- What you will do -
Using the material that follows, identify and copy each line with the string "small".

- Data section -

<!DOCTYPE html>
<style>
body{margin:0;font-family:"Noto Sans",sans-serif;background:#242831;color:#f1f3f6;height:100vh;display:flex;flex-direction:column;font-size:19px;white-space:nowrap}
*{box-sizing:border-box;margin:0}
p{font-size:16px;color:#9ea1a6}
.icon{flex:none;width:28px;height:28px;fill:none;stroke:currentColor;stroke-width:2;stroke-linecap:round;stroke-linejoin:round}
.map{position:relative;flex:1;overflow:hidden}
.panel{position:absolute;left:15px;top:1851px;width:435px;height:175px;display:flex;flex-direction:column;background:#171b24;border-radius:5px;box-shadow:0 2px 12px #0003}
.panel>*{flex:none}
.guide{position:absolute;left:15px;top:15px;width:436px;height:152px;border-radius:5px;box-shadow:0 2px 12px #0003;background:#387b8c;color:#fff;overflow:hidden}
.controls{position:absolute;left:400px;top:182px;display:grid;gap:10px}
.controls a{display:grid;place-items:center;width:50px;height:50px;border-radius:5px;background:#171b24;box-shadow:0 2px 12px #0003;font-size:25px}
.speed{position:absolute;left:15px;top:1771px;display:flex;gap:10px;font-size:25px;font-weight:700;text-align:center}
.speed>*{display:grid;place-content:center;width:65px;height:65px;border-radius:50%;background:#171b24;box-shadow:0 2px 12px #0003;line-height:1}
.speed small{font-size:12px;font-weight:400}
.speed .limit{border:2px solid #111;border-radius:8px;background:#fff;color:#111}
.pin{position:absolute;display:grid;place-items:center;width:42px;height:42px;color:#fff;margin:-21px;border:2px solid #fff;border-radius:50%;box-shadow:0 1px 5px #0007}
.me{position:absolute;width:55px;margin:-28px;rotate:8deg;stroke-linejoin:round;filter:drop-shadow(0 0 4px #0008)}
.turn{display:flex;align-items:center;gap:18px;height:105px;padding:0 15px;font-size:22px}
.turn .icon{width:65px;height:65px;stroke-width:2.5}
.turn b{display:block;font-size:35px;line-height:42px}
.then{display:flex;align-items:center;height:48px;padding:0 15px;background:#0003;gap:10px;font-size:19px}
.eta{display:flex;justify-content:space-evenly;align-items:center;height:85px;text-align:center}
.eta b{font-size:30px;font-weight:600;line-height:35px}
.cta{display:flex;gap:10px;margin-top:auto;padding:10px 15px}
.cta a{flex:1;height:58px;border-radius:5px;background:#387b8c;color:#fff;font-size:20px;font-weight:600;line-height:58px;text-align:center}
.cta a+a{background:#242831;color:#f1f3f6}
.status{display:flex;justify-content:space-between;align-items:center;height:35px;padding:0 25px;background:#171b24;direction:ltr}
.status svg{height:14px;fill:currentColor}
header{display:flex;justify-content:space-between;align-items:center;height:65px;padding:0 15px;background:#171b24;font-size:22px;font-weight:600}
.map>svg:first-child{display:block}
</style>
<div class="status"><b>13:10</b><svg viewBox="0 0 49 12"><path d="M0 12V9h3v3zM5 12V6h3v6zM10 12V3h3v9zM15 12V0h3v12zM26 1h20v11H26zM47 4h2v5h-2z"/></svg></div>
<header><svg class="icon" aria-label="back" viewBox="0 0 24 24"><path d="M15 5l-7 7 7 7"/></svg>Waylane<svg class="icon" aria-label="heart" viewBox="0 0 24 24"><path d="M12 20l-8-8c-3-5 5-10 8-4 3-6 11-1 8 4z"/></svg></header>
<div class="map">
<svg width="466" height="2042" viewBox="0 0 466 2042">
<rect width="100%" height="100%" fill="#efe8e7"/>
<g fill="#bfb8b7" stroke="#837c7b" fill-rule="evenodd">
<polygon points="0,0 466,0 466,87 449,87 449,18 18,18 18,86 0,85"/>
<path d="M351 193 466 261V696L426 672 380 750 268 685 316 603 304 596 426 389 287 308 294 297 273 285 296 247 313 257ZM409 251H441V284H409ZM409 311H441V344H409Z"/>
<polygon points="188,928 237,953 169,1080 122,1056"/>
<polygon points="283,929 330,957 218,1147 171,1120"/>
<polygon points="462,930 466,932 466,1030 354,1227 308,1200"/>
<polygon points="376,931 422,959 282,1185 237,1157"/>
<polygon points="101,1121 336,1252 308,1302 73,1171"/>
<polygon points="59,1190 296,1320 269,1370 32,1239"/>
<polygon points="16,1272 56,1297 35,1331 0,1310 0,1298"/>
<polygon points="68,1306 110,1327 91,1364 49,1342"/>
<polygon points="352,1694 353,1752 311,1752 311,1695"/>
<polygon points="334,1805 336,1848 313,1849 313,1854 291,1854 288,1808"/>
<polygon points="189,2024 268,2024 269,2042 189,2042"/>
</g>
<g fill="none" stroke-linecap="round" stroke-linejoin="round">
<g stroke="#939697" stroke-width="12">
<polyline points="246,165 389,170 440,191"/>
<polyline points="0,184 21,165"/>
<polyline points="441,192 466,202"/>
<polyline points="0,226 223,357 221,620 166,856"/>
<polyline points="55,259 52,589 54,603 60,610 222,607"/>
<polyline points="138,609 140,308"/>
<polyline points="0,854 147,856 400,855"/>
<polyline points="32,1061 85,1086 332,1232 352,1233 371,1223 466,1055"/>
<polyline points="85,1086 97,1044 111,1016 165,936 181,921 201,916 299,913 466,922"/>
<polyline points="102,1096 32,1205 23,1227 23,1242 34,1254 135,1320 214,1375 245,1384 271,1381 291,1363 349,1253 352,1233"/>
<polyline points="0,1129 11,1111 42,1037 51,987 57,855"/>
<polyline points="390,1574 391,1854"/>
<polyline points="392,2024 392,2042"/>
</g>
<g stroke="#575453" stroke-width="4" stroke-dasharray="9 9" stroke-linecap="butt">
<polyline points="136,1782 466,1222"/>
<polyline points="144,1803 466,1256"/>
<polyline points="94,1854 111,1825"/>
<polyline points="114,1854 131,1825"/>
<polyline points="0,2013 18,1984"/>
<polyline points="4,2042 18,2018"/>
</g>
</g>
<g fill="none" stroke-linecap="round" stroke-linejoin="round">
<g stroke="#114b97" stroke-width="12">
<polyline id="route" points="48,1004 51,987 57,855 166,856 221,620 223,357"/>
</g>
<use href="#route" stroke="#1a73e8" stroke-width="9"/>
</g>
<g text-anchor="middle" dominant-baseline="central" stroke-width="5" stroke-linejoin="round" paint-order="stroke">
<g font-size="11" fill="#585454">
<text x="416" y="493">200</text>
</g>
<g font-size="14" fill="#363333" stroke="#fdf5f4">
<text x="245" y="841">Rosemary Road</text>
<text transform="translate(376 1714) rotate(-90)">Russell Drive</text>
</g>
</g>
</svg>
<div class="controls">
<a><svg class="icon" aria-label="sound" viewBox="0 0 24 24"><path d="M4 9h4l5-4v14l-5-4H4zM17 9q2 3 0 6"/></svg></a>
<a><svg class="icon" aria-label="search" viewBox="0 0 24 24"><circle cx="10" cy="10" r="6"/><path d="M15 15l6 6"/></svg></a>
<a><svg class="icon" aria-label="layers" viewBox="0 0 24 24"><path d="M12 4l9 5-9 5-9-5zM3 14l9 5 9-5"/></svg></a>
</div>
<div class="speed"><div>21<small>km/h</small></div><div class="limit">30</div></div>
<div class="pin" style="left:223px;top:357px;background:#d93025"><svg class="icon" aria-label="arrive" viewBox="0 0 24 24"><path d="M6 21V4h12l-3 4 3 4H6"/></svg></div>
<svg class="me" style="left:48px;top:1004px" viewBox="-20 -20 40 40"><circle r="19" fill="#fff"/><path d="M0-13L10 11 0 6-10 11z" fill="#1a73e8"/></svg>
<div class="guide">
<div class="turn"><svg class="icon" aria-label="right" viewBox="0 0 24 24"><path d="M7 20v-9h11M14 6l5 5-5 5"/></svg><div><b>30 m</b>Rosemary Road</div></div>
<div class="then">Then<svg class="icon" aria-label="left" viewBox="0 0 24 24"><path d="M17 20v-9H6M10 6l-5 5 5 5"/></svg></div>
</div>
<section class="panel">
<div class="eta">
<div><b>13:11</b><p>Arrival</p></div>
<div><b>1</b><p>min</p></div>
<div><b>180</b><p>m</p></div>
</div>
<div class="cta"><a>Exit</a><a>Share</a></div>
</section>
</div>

- Result for this task -
.speed small{font-size:12px;font-weight:400}
<div class="speed"><div>21<small>km/h</small></div><div class="limit">30</div></div>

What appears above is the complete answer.